Making the Call: Four Factors To Consider When Taking a Case to Trial

Giving thought to the team, the math, special considerations, and expectations

June 20, 2023 Photo

When a construction-related legal dispute cannot be resolved by the parties themselves or with the help of a mediator, a party may feel it has no choice but to take the case to trial—either to force an adversary to get serious about settlement or because the party believes only a judge or jury could break the deadlock.

Trials are costly affairs, both in terms of the out-of-pocket expenses a party must take on in the lead up to and during trial, and the zero-sum outcomes that often emerge from a trial. To make a smart, informed decision about whether to take a case to trial, a party needs to evaluate several factors affecting its chances of success.
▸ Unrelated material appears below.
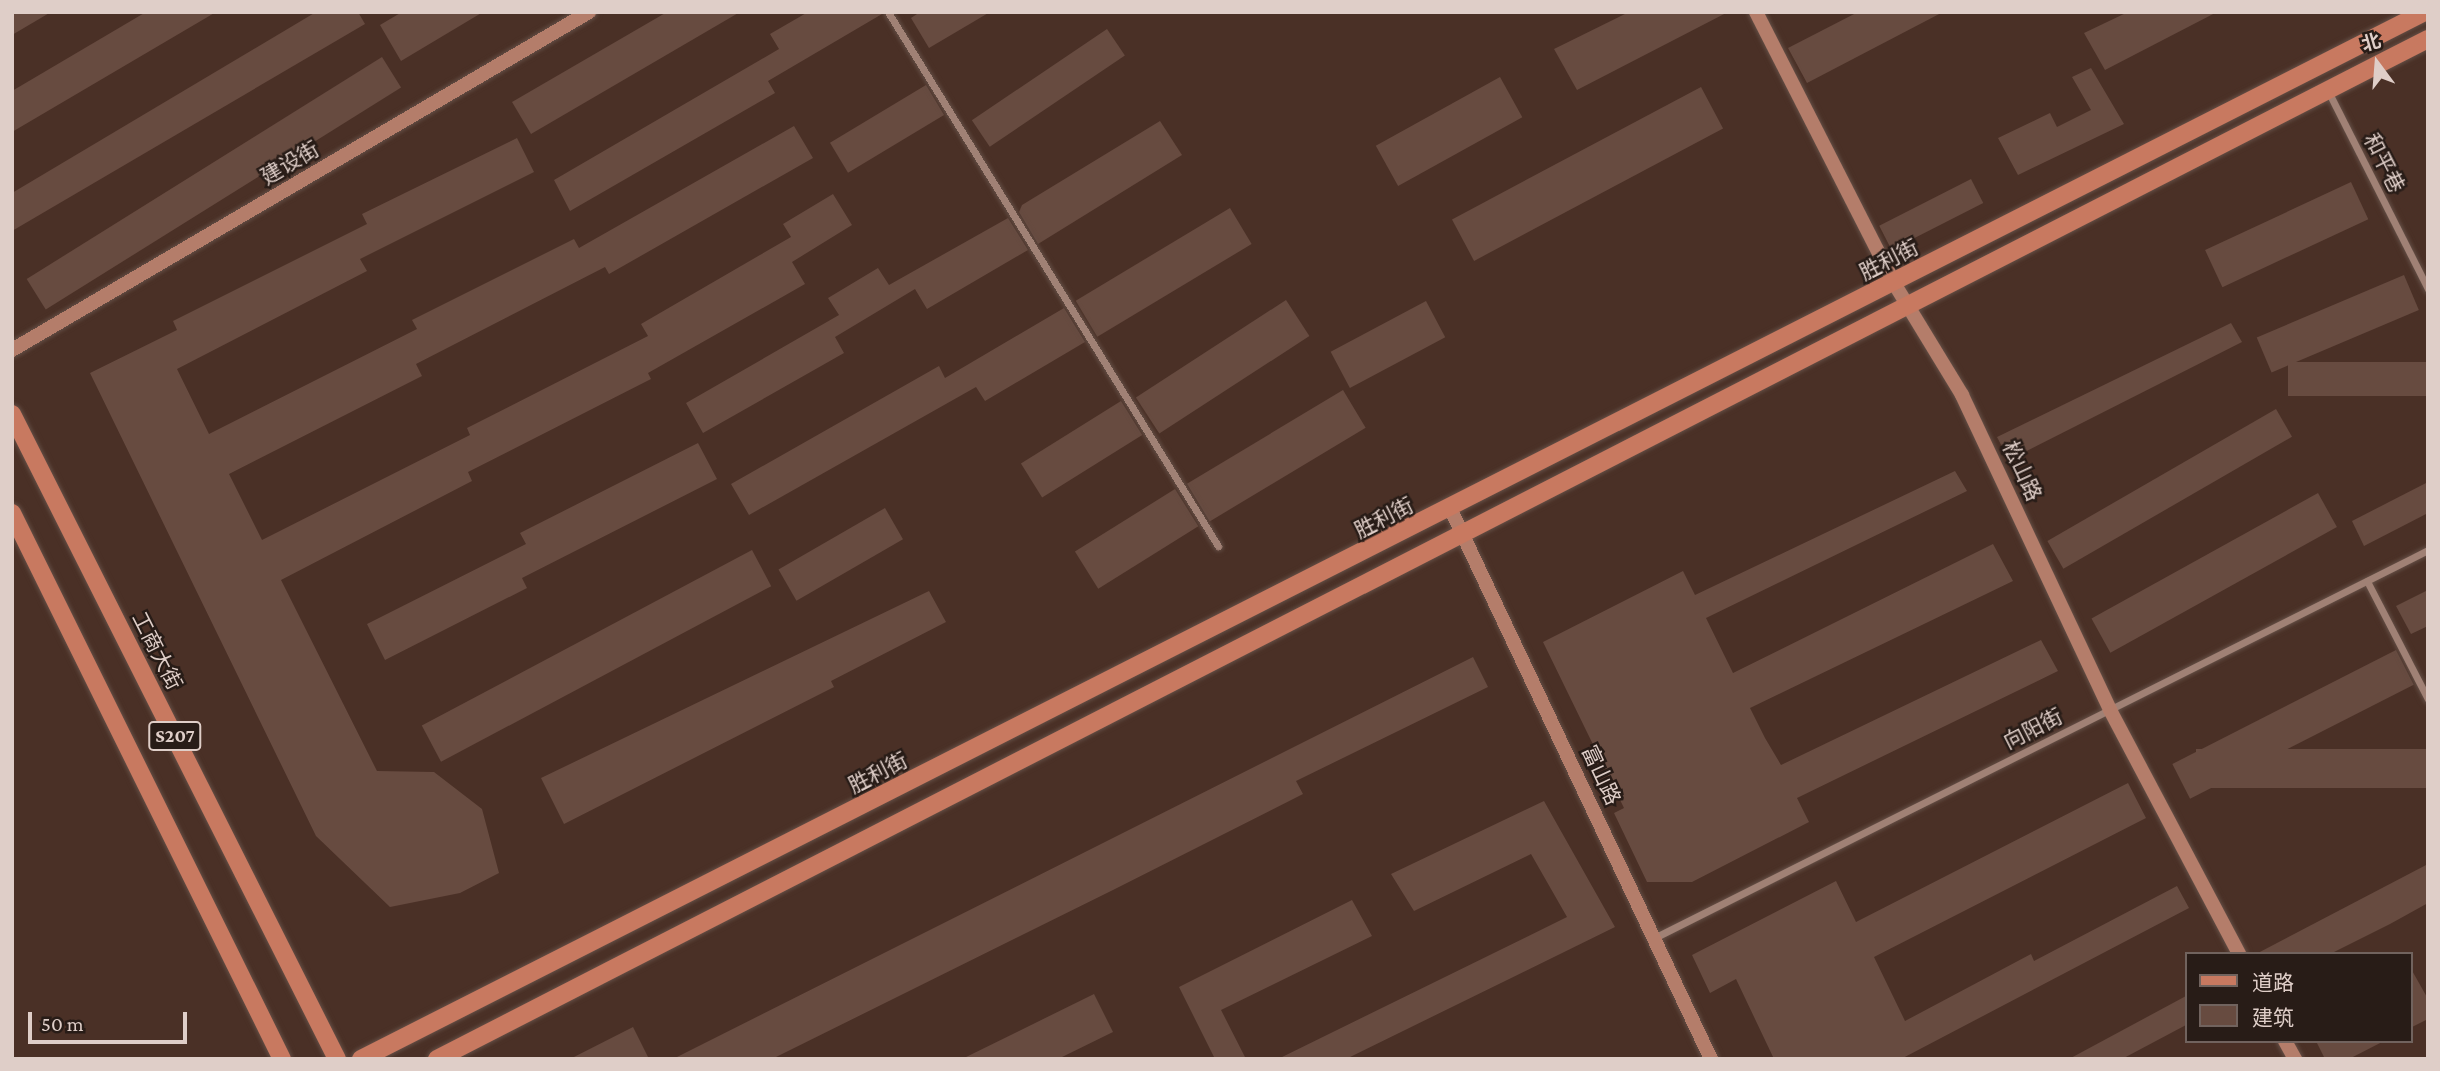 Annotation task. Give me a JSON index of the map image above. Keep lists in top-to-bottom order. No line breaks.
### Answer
{"streets":{"main road":["胜利街","工商大街","S207"],"street":["建设街","和平巷","松山路","向阳街","富山路"]},"crossings":[["胜利街","松山路"],["胜利街","富山路"],["松山路","向阳街"],["向阳街","富山路"]],"legend":["道路","建筑"],"scale_bar":"50 m","north":"top"}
Most of us already know that "Trial Evaluation 101" includes considering the strength of the case, potential damages, the costs of litigation, time and resources, and the risks and benefits of settlement.

But, in this article, we—a plaintiff attorney, defense attorney, insurance executive, and construction expert witness with more than 100 years of experience combined, including many trials each—offer four additional factors we believe have an outsized impact on a party’s chances of success at trial.

Factor 1: What Is the 
Fabric of Your Team?

Figure 1 below is a graphical representation of what anyone involved in construction-related litigation knows to be true—litigation brings with it a large cast of characters, each of whom has its own loyalties, strengths, and weaknesses. Figure 1 depicts a small construction litigation matter with only one plaintiff, one direct defendant, and three cross-defendant trade contractors, yet requires a minimum of 19 distinct parties.

Figure 1:

A core aspect of construction litigation trial teams, especially on the defense side, is the tripartite relationship between the insurer, the insured, and the attorney hired by the insurer to defend the insured in the lawsuit. The complexity of this relationship is well beyond the scope of this article, but depending on the law of the state that governs the lawsuit, an attorney might have ethical obligations to the insurer that come close to, or are equal to, the obligations they have to the insured client.
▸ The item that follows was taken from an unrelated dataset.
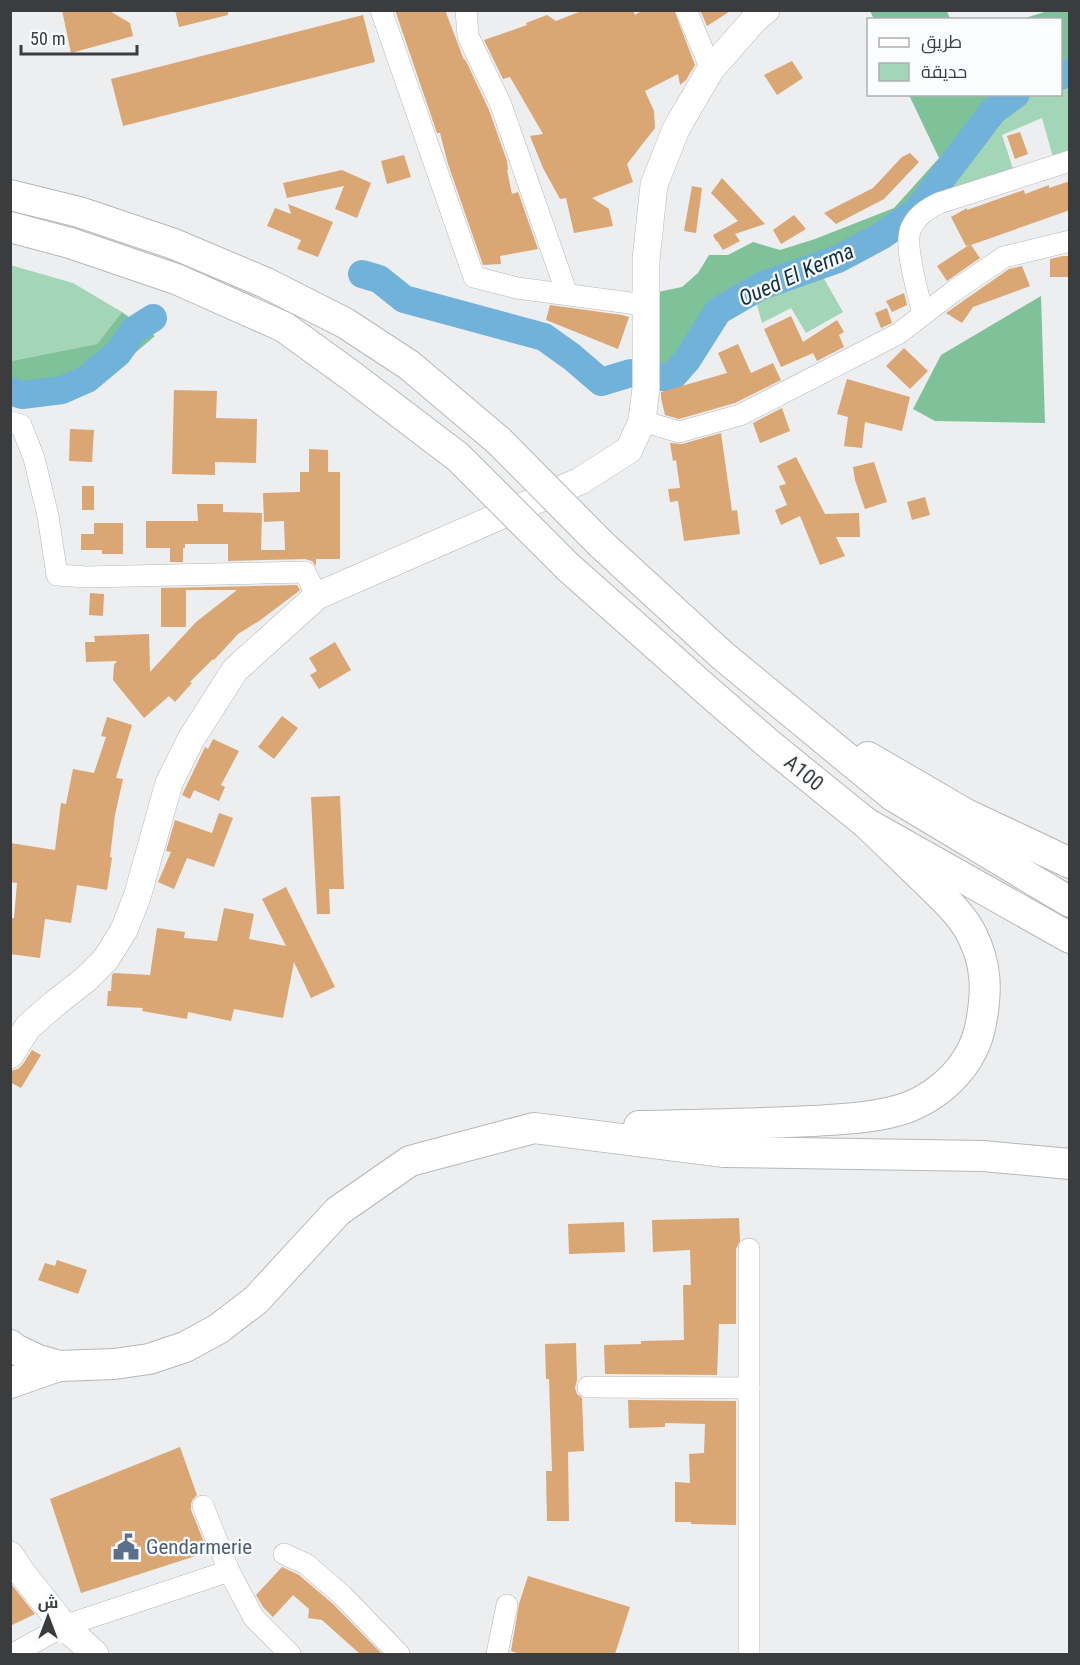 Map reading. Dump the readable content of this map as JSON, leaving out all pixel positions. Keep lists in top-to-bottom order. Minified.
{"streets":{"highway":["A100"]},"water":["Oued El Kerma"],"places":{"public building":["Gendarmerie"]},"legend":["طريق","حديقة"],"scale_bar":"50 m","north":"top"}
Knowing the law, understanding the quirks of the pre-trial and trial process, and navigating the complexities of a tripartite relationship are prerequisites for members of a successful trial team. Naturally, the more experienced an attorney, expert, or insurer’s representative is with going through trials or resolving disputes during trial, the more likely they are to help a party successfully do either.

Knowledge and understanding are only two pieces of the puzzle. To be successful in construction litigation trials, where the size of the cast of characters rivals that of a Hollywood blockbuster, team members must be able to handle the stress that comes with trial. Whether it is an attorney going on little sleep, an expert who was beaten up during cross-examination, or an insurer’s counsel who is getting fed up with an adversary’s unreasonableness, chances are good that the members of a team will not be operating under optimal conditions.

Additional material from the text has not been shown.